# A hydrogen atom transitions from n= 5 state to the ground state

1. May 17, 2017

### ikihi

1. The problem statement, all variables and given/known data
A hydrogen atom transitions from ni= 5 state down to the ground state.
a) What is the energy of photon emitted from the transition of the hydrogen atom?
b) What is the ratio of the momentum of the emitted photon to the momentum of an electron which possesses the same kinetic energy as that of the photon. That is calculate pe/pγ.

2. Relevant equations
ΔEphoton = Ef - Ei

En= -13.6 eV / (n)2

3. The attempt at a solution

a)
ΔEphoton = E1 - E5
ΔEphoton = -13.6 eV [1/(1)2 - 1/(5)2] = - 13.0 eV = - 2.08 x 10 -18 J (shouldn't the answer here be positive?)

b)
Momentum of electron
Pelectron = √(2 ⋅ m ⋅ Ephoton)
Pelectron = √(2 ⋅ 9.11 x 10-31 ⋅ 2.08 x 10 -18)
Pelectron = 1.95 x 10-24

Momentum of photon
Pphoton = h /λ = Ephoton / c = (2.08 x 10-18) / (3.00 x 108)= 6.97 x 10-27

Ratio

Pelectron / Pphoton = 1.95 x 10-24 / 6.97 x 10-27 = 280

Last edited: May 17, 2017
2. May 17, 2017

### Staff: Mentor

The answer should be positive.

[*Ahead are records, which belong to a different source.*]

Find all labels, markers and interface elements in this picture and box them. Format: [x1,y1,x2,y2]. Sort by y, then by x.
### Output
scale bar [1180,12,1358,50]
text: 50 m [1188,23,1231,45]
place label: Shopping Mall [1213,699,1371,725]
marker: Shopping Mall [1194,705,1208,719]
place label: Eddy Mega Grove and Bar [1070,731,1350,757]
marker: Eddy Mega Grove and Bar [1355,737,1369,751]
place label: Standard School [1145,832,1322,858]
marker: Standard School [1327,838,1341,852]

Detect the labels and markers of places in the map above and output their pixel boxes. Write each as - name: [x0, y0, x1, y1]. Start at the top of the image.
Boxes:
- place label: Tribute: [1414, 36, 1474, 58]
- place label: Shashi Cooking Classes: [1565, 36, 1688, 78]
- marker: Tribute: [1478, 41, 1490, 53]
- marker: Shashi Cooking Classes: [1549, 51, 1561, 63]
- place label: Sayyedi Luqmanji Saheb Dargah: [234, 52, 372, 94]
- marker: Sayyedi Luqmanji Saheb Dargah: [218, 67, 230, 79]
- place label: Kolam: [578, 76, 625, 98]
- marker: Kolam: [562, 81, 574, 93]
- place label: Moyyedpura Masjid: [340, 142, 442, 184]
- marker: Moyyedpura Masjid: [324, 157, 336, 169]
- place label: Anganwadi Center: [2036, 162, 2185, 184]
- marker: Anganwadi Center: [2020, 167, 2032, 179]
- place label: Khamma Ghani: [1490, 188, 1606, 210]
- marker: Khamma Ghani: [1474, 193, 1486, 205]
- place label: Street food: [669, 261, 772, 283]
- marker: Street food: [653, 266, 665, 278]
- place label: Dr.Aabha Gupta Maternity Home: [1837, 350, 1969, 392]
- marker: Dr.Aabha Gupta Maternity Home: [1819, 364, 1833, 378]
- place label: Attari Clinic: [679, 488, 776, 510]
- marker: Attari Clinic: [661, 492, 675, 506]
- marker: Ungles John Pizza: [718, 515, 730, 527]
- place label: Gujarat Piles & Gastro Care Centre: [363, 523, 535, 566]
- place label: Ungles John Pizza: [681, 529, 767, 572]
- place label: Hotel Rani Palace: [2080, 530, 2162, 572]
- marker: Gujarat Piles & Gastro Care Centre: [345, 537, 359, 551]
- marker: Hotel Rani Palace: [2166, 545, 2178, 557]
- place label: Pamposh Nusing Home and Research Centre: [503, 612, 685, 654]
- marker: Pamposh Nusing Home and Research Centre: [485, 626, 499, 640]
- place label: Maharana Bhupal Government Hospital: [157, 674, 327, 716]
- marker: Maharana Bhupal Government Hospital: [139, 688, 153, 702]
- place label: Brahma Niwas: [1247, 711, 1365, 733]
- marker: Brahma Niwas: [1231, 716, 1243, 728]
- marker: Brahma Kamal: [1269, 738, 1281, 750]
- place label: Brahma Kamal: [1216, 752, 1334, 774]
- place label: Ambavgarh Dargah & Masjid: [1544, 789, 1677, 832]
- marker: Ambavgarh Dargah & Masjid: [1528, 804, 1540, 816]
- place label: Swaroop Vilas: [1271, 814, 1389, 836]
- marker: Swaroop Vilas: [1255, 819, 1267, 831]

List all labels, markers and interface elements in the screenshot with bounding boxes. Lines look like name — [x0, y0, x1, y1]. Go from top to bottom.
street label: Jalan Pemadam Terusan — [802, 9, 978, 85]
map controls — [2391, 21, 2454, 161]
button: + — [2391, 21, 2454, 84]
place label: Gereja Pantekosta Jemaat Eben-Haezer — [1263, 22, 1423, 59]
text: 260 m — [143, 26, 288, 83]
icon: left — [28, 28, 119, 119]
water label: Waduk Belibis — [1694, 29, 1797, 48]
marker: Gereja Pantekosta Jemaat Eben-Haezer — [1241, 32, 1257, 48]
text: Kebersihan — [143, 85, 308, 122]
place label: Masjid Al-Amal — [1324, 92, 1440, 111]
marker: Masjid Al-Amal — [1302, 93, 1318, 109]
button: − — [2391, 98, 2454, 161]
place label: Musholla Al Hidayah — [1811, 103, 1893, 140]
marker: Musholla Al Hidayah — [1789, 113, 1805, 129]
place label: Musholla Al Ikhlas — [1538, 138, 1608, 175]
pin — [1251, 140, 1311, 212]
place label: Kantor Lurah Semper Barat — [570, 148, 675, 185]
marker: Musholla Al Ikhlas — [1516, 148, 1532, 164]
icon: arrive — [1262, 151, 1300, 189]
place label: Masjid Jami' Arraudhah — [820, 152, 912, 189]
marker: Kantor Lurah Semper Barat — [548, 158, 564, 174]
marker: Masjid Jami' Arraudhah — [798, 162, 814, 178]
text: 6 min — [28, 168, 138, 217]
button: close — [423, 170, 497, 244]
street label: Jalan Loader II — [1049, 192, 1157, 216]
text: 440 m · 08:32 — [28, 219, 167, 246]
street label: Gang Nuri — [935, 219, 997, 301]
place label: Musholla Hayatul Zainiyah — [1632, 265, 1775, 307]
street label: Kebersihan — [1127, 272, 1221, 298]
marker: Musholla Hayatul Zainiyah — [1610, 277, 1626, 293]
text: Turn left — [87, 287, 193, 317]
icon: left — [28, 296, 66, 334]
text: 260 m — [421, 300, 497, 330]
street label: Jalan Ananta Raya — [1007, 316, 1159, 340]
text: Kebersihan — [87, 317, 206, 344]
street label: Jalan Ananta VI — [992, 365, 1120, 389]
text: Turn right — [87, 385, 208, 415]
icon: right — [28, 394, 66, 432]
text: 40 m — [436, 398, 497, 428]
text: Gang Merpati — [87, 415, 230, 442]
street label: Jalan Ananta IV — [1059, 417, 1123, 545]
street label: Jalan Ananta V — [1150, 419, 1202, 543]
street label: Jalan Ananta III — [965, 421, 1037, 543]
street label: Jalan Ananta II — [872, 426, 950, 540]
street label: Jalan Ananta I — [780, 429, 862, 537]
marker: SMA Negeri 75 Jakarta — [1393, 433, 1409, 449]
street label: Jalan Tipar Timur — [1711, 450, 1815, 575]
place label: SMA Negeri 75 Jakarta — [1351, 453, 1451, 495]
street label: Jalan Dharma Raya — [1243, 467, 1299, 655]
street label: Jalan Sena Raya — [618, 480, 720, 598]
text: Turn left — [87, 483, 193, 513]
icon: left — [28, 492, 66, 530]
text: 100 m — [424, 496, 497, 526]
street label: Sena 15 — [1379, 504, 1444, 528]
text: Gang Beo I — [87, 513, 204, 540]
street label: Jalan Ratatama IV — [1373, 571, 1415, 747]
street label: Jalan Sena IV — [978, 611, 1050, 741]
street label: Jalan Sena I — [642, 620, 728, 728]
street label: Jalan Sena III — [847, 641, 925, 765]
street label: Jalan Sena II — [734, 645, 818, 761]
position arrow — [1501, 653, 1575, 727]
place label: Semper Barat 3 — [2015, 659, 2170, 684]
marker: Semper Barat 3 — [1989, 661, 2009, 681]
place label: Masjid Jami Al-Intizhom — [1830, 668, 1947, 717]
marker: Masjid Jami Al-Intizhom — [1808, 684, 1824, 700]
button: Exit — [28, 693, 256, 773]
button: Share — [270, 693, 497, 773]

Your initial formula gives the correct sign if you absorb a photon.

Working with eV everywhere would make calculations easier, but working with SI units is possible as well, of course.

3. May 17, 2017

### ikihi

So i'm using the wrong formula for photon emission?

4. May 17, 2017

### Staff: Mentor

You can just change the sign at the end. Or use the absolute value of the energy difference, then it works in both cases.
Signs should come from understanding the situation. Good if the formulas also have the correct sign, but you should understand which sign the result has to have.